→ Supplied information:
=== Section Start ===
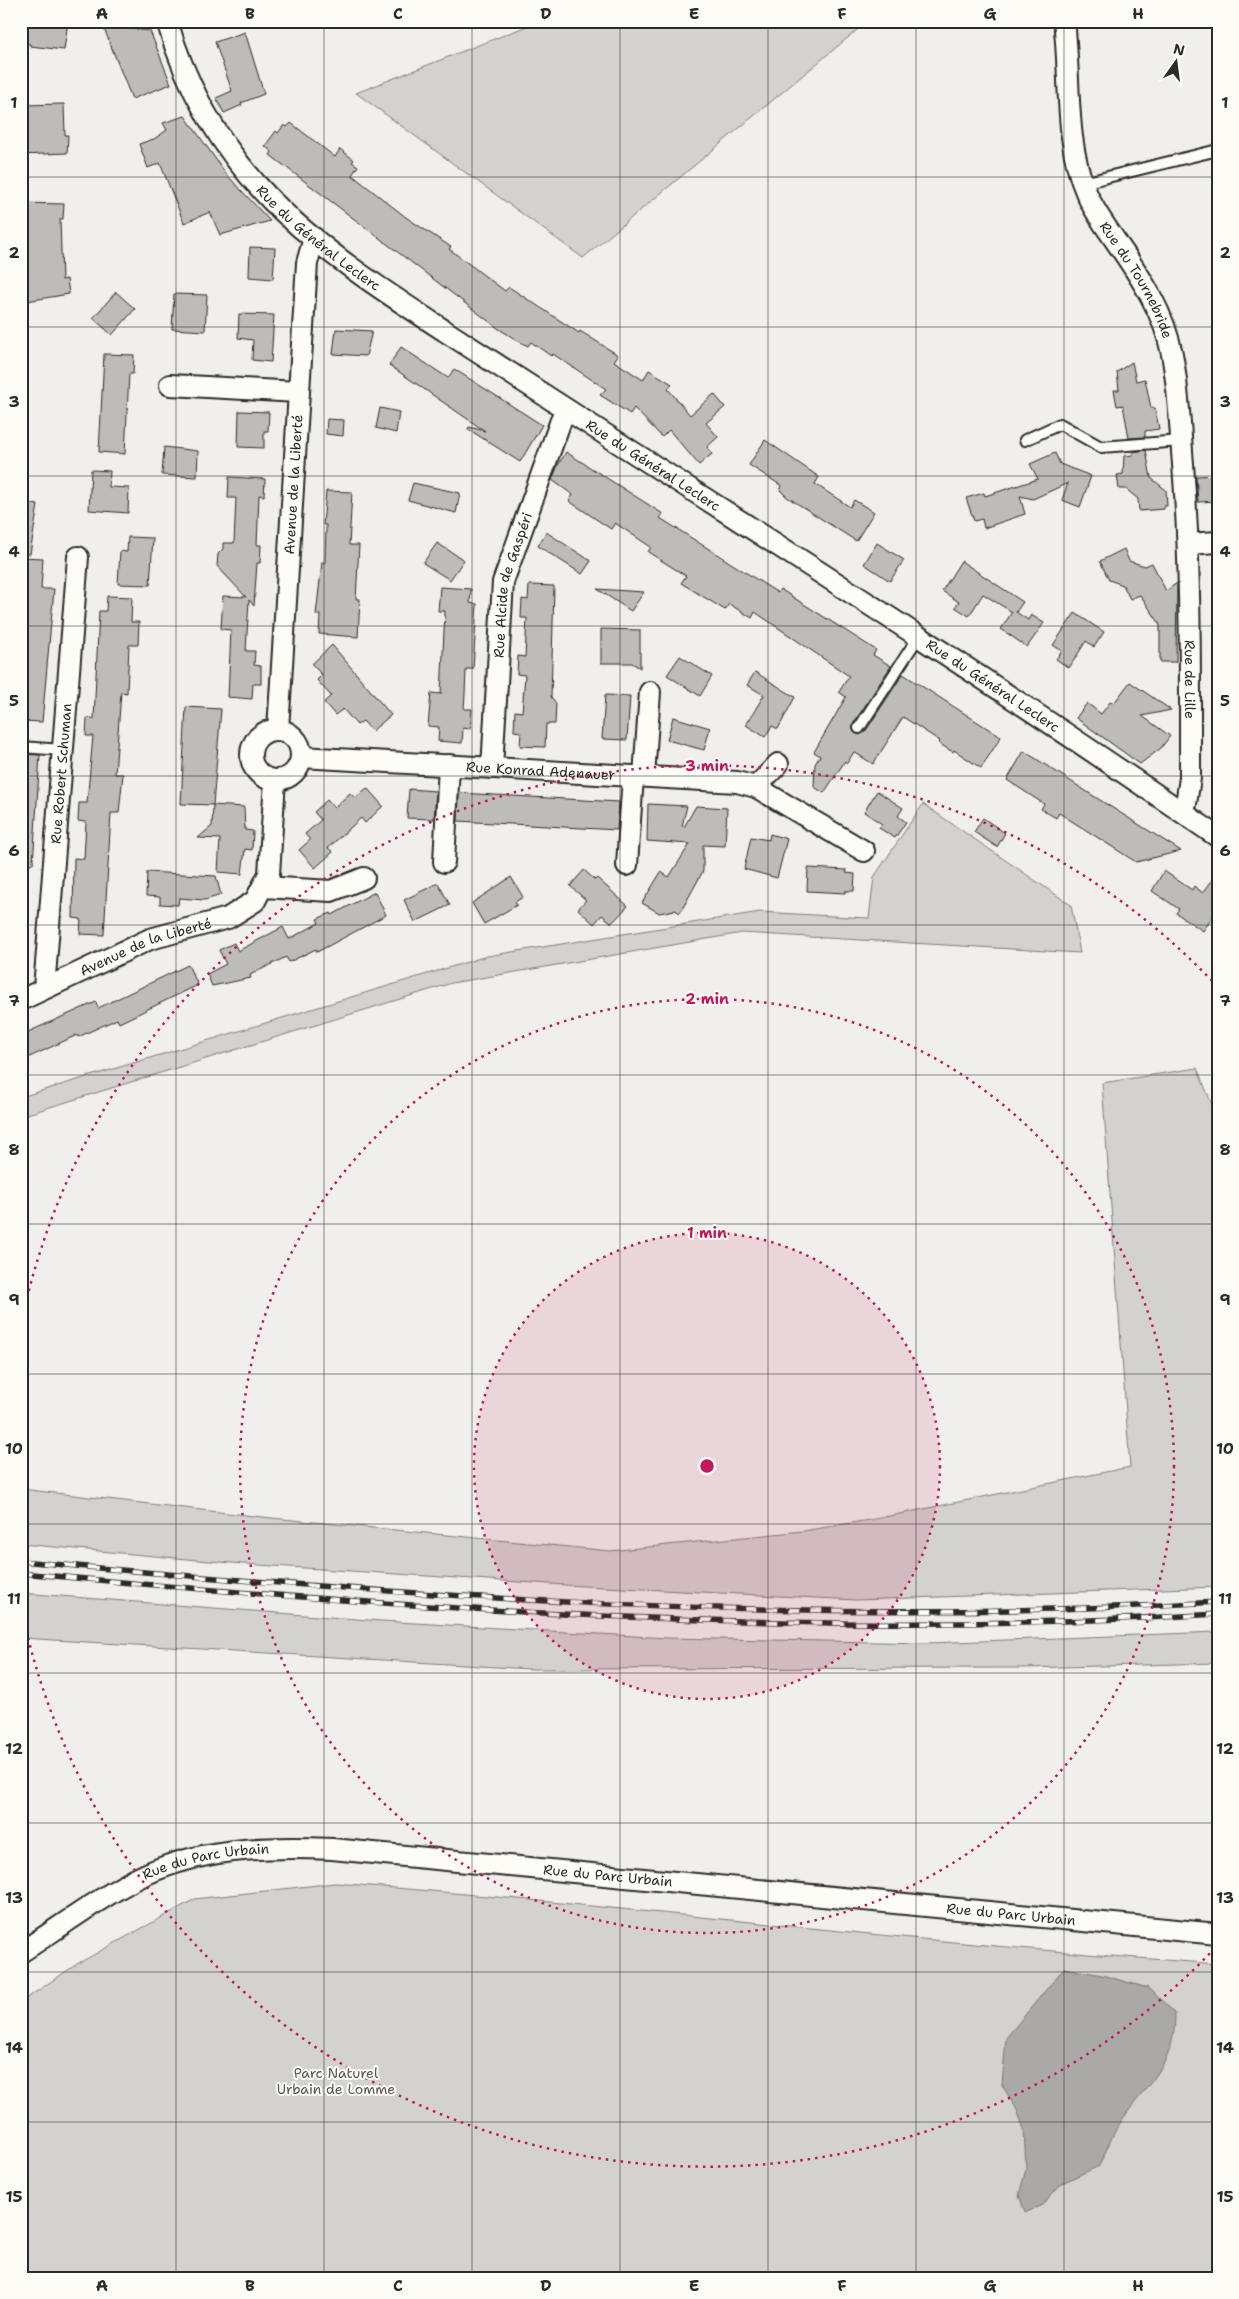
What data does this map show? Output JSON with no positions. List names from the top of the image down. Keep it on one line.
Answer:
{"streets":{"street":["Rue du Général Leclerc","Rue du Tournebride","Avenue de la Liberté","Rue Alcide de Gaspéri","Rue de Lille","Rue Konrad Adenauer","Rue Robert Schuman","Rue du Parc Urbain"]},"crossings":[["Rue du Général Leclerc","Avenue de la Liberté"],["Rue du Général Leclerc","Rue Alcide de Gaspéri"],["Rue du Général Leclerc","Rue de Lille"],["Rue du Tournebride","Rue de Lille"],["Avenue de la Liberté","Rue Konrad Adenauer"],["Avenue de la Liberté","Rue Robert Schuman"],["Rue Alcide de Gaspéri","Rue Konrad Adenauer"]],"parks":["Parc Naturel Urbain de Lomme"],"north":"top","grid":{"columns":["A","B","C","D","E","F","G","H"],"rows":["1","2","3","4","5","6","7","8","9","10","11","12","13","14","15"]},"rings":["3 min","2 min","1 min"]}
=== Section End ===
→ Task goal: When you repeat the material above, keep every word exact and leave out the pictures.

→ Task response:
What data does this map show? Output JSON with no positions. List names from the top of the image down. Keep it on one line.
Answer:
{"streets":{"street":["Rue du Général Leclerc","Rue du Tournebride","Avenue de la Liberté","Rue Alcide de Gaspéri","Rue de Lille","Rue Konrad Adenauer","Rue Robert Schuman","Rue du Parc Urbain"]},"crossings":[["Rue du Général Leclerc","Avenue de la Liberté"],["Rue du Général Leclerc","Rue Alcide de Gaspéri"],["Rue du Général Leclerc","Rue de Lille"],["Rue du Tournebride","Rue de Lille"],["Avenue de la Liberté","Rue Konrad Adenauer"],["Avenue de la Liberté","Rue Robert Schuman"],["Rue Alcide de Gaspéri","Rue Konrad Adenauer"]],"parks":["Parc Naturel Urbain de Lomme"],"north":"top","grid":{"columns":["A","B","C","D","E","F","G","H"],"rows":["1","2","3","4","5","6","7","8","9","10","11","12","13","14","15"]},"rings":["3 min","2 min","1 min"]}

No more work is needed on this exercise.